## [Activity]
Count how many lines of the listing contain "background", then give that number and nothing more.

## [Extracted information]
────

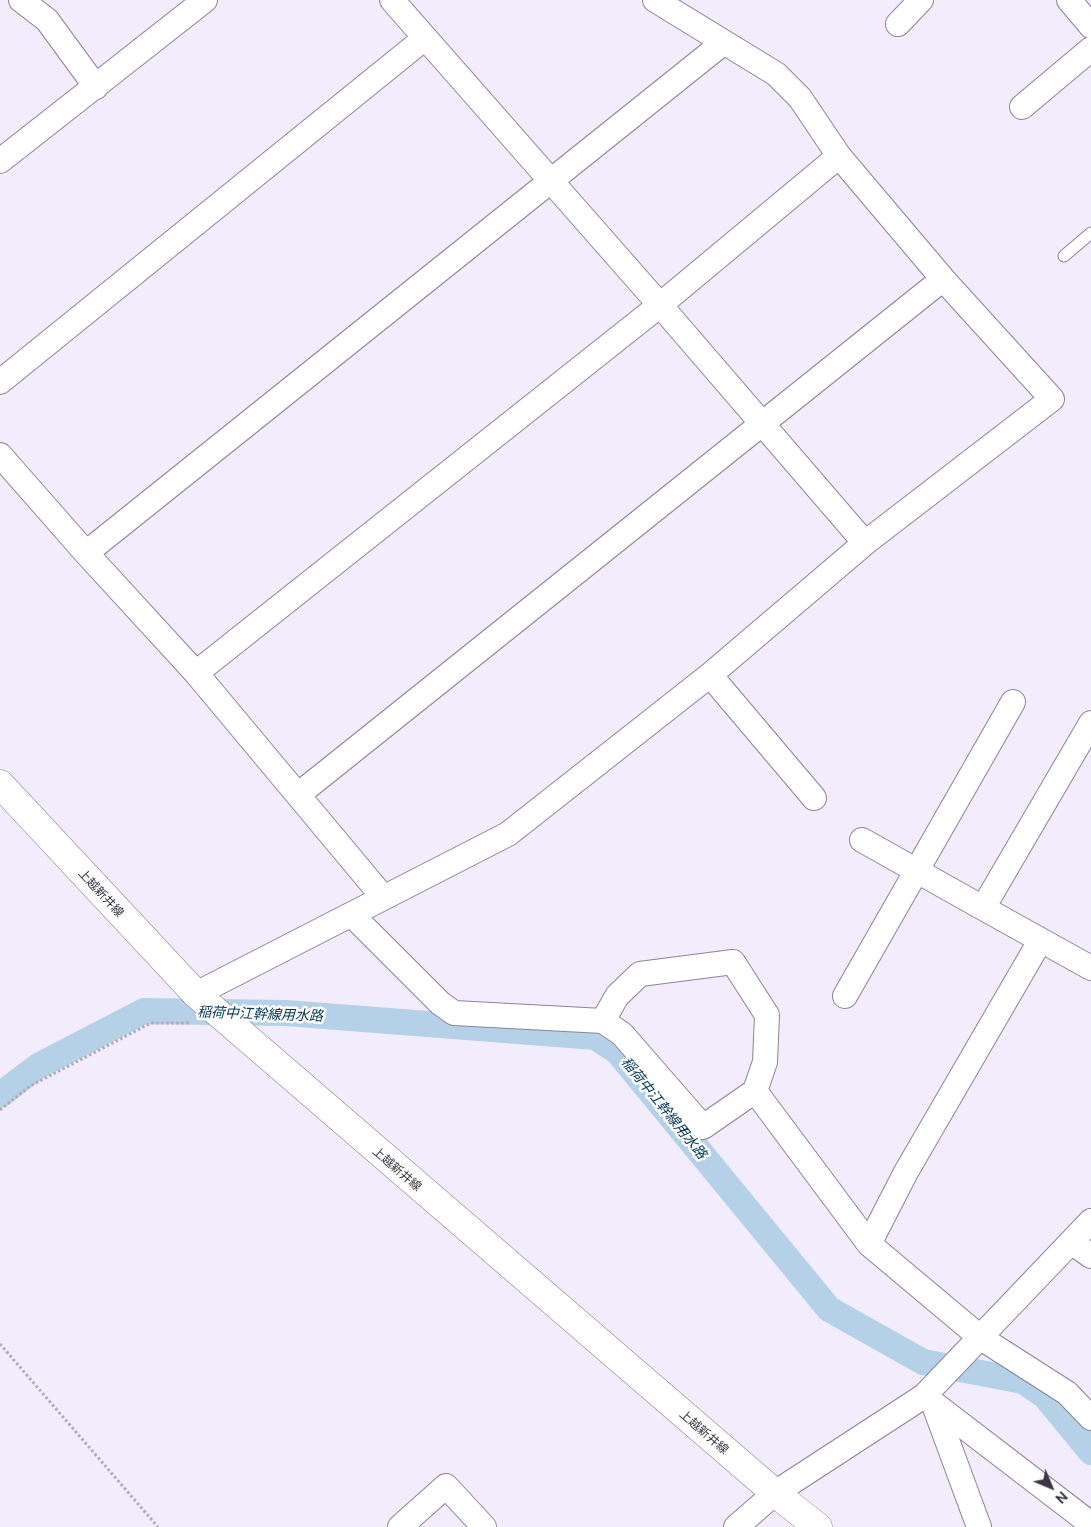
<!DOCTYPE html>
<meta charset="utf-8">
<style>
body{margin:0}
#map{position:relative;width:1091px;height:1527px;overflow:hidden;background:#f2ecfc;font-family:Ubuntu,sans-serif}
canvas{display:block}
.north{position:absolute;left:1026px;top:1462px;width:50px;height:50px;-webkit-text-stroke:4px #fcfcfc;paint-order:stroke;rotate:135deg;font-size:14px;font-weight:700;line-height:20px;text-align:center;color:#3b3641}
.north::after{content:'';display:block;margin:auto;width:18px;height:22px;background:#3b3641;clip-path:polygon(50% 0,100% 100%,50% 72%,0 100%)}
</style>
<div id="map">
<canvas width="1091" height="1527"></canvas>
<div class="north">N</div>
</div>
<script>
const ctx = document.querySelector('canvas').getContext('2d');
ctx.lineJoin = 'round';
function toPath(rows) {
  const path = new Path2D();
  for (const r of rows) {
    path.moveTo(r[0], r[1]);
    for (let i = 2; i < r.length; i += 2) path.lineTo(r[i], r[i + 1]);
  }
  return path;
}
function trace(path, color, width, dash) {
  ctx.strokeStyle = color;
  ctx.lineWidth = width;
  ctx.lineCap = dash ? 'butt' : 'round';
  ctx.setLineDash(dash || []);
  ctx.stroke(path);
}
function write(font, color, halo, rows, align = 'center') {
  ctx.font = font + ' Ubuntu,"Noto Sans JP",sans-serif';
  ctx.lineWidth = 5;
  ctx.setLineDash([]);
  ctx.textBaseline = 'middle';
  ctx.strokeStyle = halo;
  ctx.fillStyle = color;
  for (const [text, x, y, turn = 0] of rows) {
    ctx.save();
    ctx.translate(x, y);
    ctx.rotate((+turn || 0) * Math.PI / 180);
    ctx.textAlign = isNaN(turn) ? turn : align;
    if (halo) ctx.strokeText(text, 0, 0);
    ctx.fillText(text, 0, 0);
    ctx.restore();
  }
}
const canal = toPath([
 [0,1095,38,1066,144,1011,286,1013,595,1037,617,1051,829,1309,923,1362,1023,1381,1045,1396,1091,1452]
]);
const path = toPath([
 [0,1110,30,1086,151,1023,189,1023],
 [0,1344,158,1527]
]);
const service = toPath([
 [1064,256,1091,233]
]);
const minor = toPath([
 [21,0,47,20,96,87],
 [392,0,660,305,865,543],
 [1069,0,1091,26],
 [898,24,921,0],
 [1022,107,1091,49],
 [0,161,205,0],
 [0,382,425,38],
 [0,455,86,553,196,673,383,897],
 [86,553,723,43],
 [196,673,660,305,839,156],
 [710,675,814,798],
 [1091,723,983,908,1091,968],
 [299,794,943,279],
 [862,840,983,908],
 [353,916,440,1003,454,1013,603,1021],
 [1040,941,906,1172,869,1244,981,1338,1067,1393,1091,1418],
 [196,994,508,834,710,675,865,543,1052,399,943,279,839,156,800,98,776,74,655,0],
 [845,996,1013,702],
 [755,1091,703,1127,622,1034,603,1021,617,996,640,974,733,962,767,1015,765,1062,755,1091,869,1244],
 [1071,1242,1091,1256],
 [924,1396,1091,1524],
 [934,1405,979,1527],
 [400,1527,446,1486,484,1527],
 [736,1527,775,1493,924,1396,1091,1221]
]);
const primary = toPath([
 [0,784,196,994,775,1493,818,1527]
]);
const streetNames = [
 ["上越新井線",101,893,47],
 ["上越新井線",397,1169,41],
 ["上越新井線",704,1432,41]
];
const waterNames = [
 ["稲荷中江幹線用水路",260,1014,2],
 ["稲荷中江幹線用水路",664,1108,51]
];
trace(canal, '#b5d1e7', 26);
trace(service, '#8d829b', 13);
trace(minor, '#8d829b', 26);
trace(primary, '#8d829b', 29);
trace(path, '#b1abb9', 3, [2.5, 2.5]);
trace(service, '#fff', 11);
trace(minor, '#fff', 24);
trace(primary, '#fff', 28);
write('12px', '#3b3641', '#fcfcfc', streetNames);
write('italic 14px', '#043755', '#fcfcfc', waterNames);
</script>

────

## [Answer to this task]
2